> _AIM OF THE TASK_
Without altering a word, return the records below, but exclude the pictures.

=====

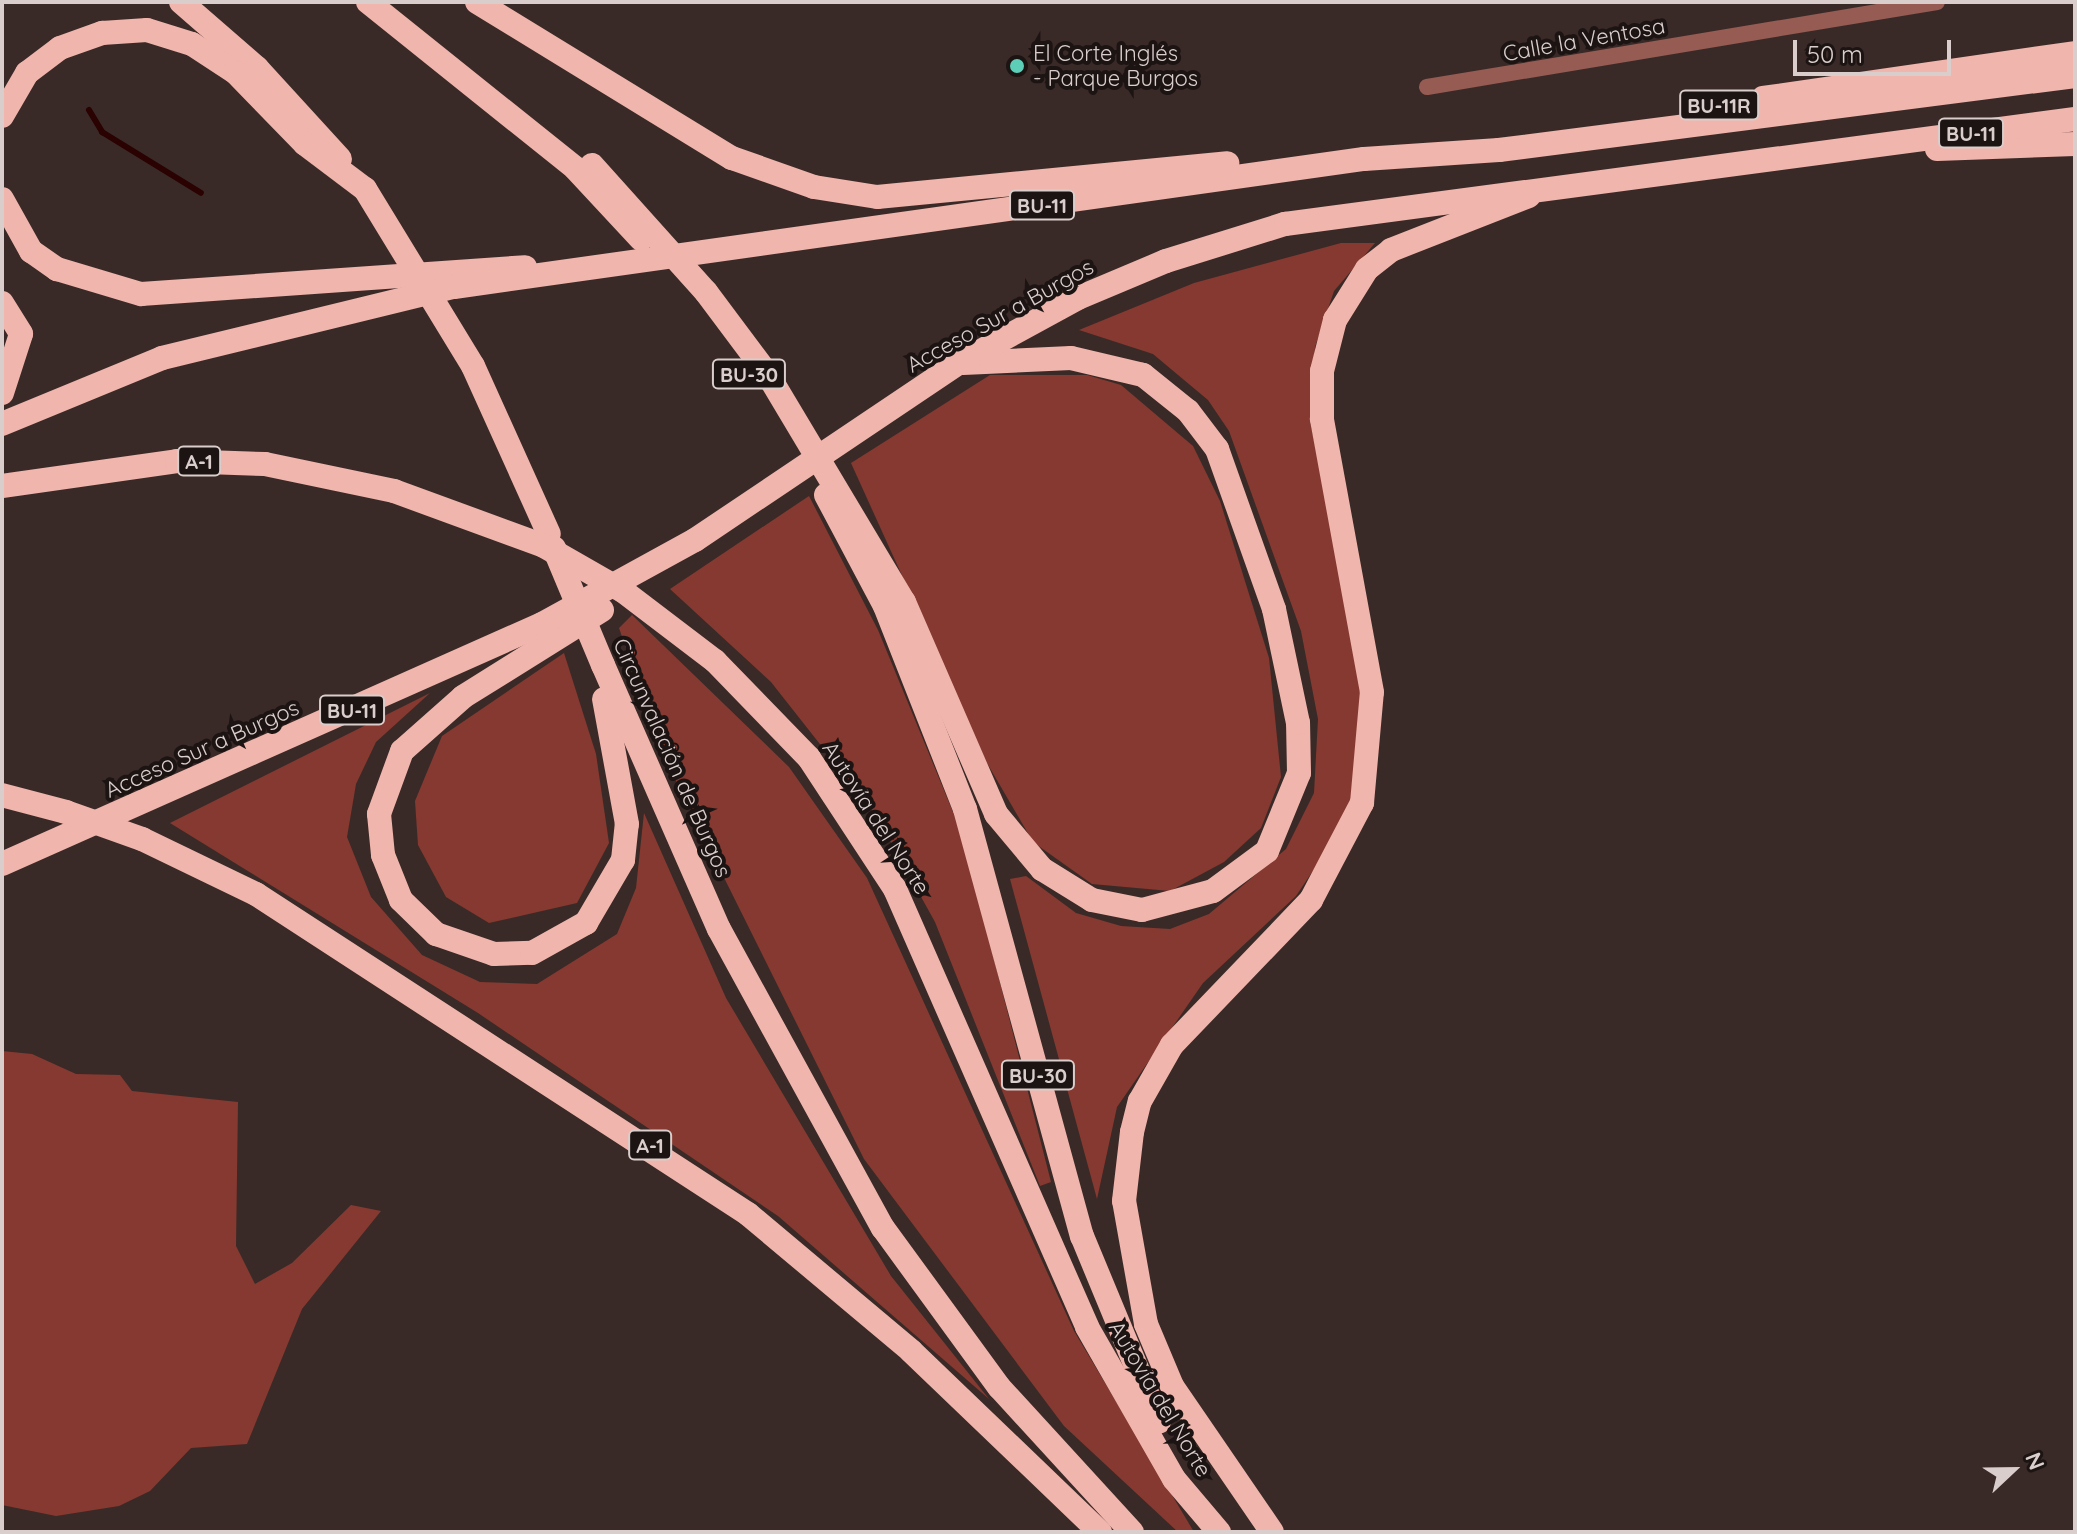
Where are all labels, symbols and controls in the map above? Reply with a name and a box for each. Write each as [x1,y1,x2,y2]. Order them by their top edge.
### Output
street label: Calle la Ventosa [1501,13,1667,67]
scale bar [1797,24,1955,74]
text: 50 m [1807,39,1863,69]
place label: El Corte Inglés - Parque Burgos [1033,40,1198,92]
marker: El Corte Inglés - Parque Burgos [1008,57,1026,75]
road number: BU-11R [1679,89,1759,121]
road number: BU-11 [1937,117,2005,149]
road number: BU-11 [1008,189,1076,221]
street label: Acceso Sur a Burgos [902,254,1098,378]
road number: BU-30 [711,358,787,390]
road number: A-1 [177,445,221,477]
street label: Circunvalación de Burgos [607,634,737,882]
street label: Acceso Sur a Burgos [101,694,303,804]
road number: BU-11 [318,694,386,726]
street label: Autovía del Norte [817,737,935,899]
road number: BU-30 [1000,1059,1076,1091]
road number: A-1 [628,1129,672,1161]
street label: Autovía del Norte [1103,1316,1217,1482]
north arrow [1973,1430,2053,1510]
text: N [2019,1448,2051,1474]

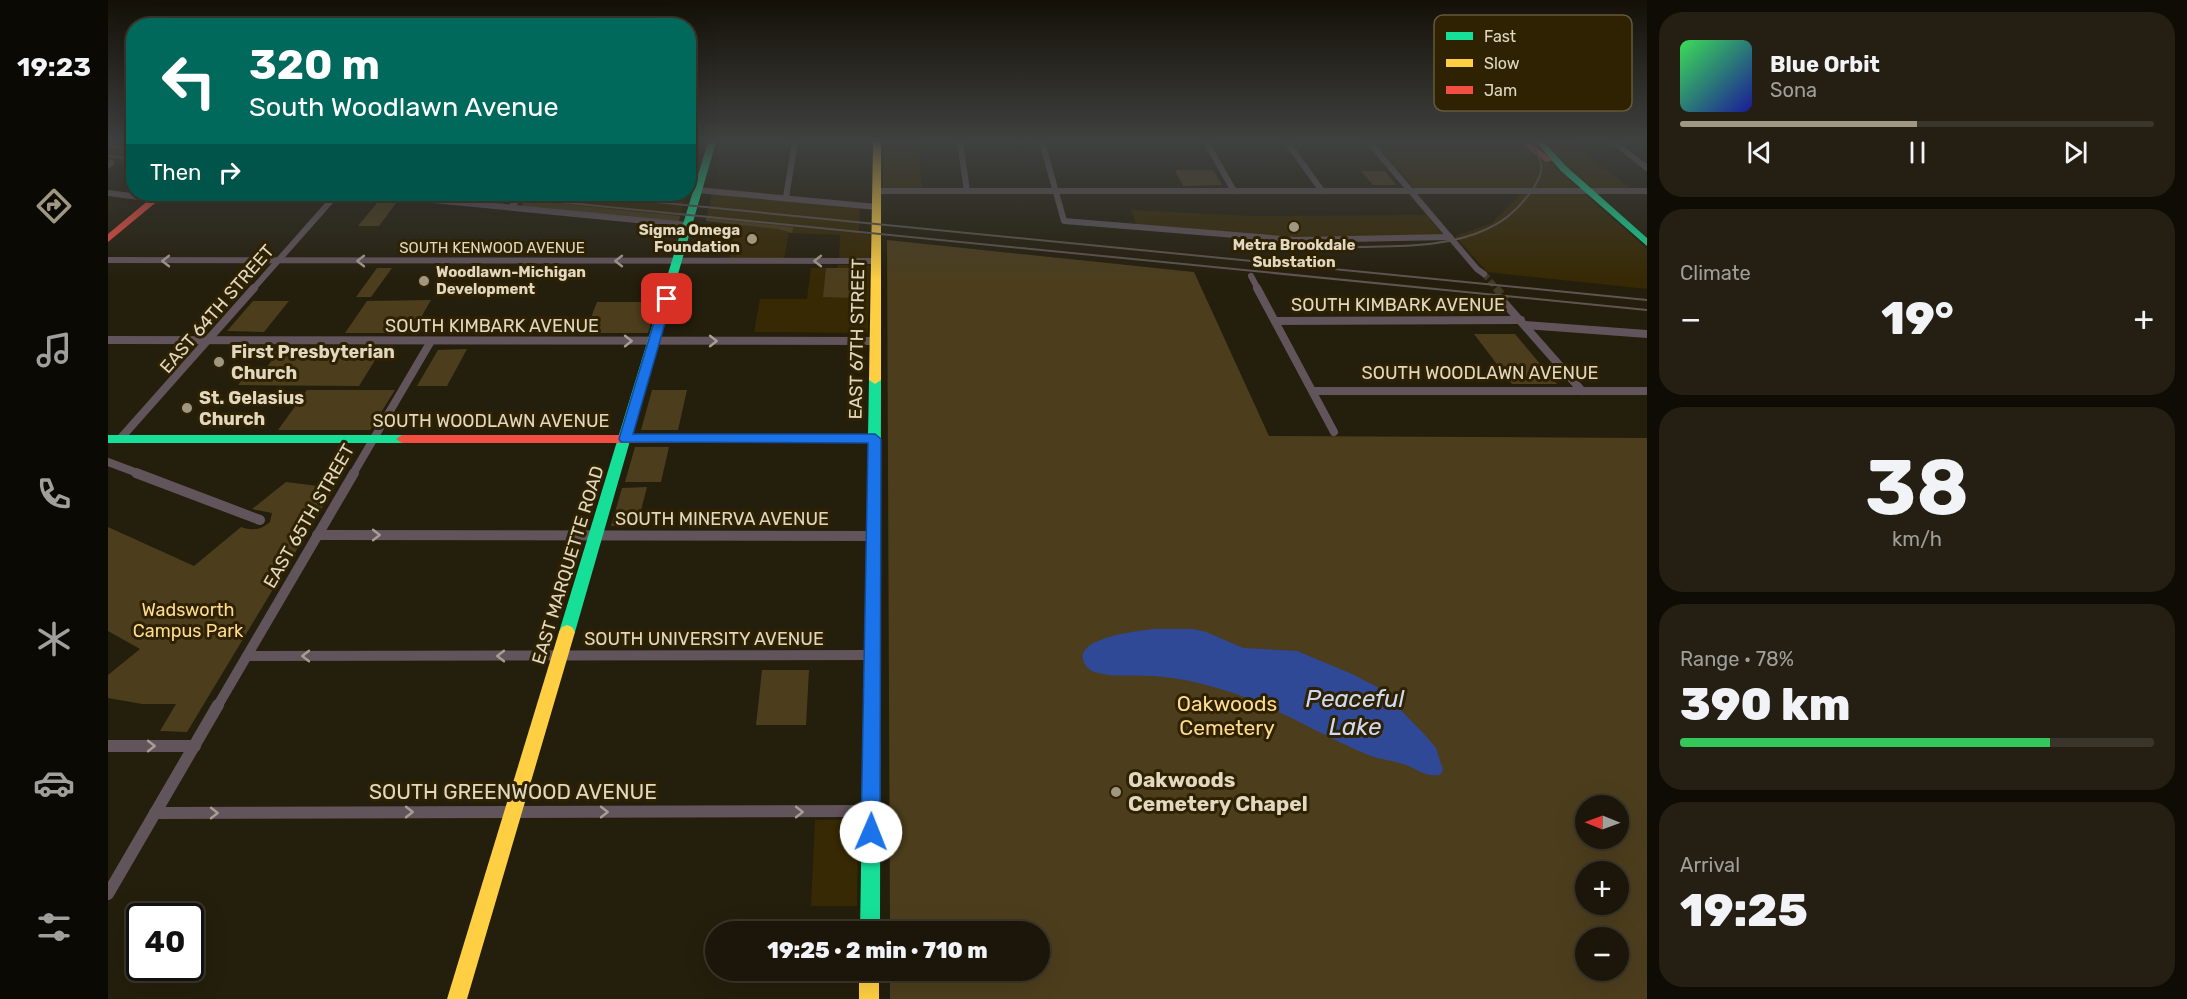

=====

> _FINAL ANSWER_
Where are all labels, symbols and controls in the map above? Reply with a name and a box for each. Write each as [x1,y1,x2,y2]. Order them by their top edge.
### Output
street label: Calle la Ventosa [1501,13,1667,67]
scale bar [1797,24,1955,74]
text: 50 m [1807,39,1863,69]
place label: El Corte Inglés - Parque Burgos [1033,40,1198,92]
marker: El Corte Inglés - Parque Burgos [1008,57,1026,75]
road number: BU-11R [1679,89,1759,121]
road number: BU-11 [1937,117,2005,149]
road number: BU-11 [1008,189,1076,221]
street label: Acceso Sur a Burgos [902,254,1098,378]
road number: BU-30 [711,358,787,390]
road number: A-1 [177,445,221,477]
street label: Circunvalación de Burgos [607,634,737,882]
street label: Acceso Sur a Burgos [101,694,303,804]
road number: BU-11 [318,694,386,726]
street label: Autovía del Norte [817,737,935,899]
road number: BU-30 [1000,1059,1076,1091]
road number: A-1 [628,1129,672,1161]
street label: Autovía del Norte [1103,1316,1217,1482]
north arrow [1973,1430,2053,1510]
text: N [2019,1448,2051,1474]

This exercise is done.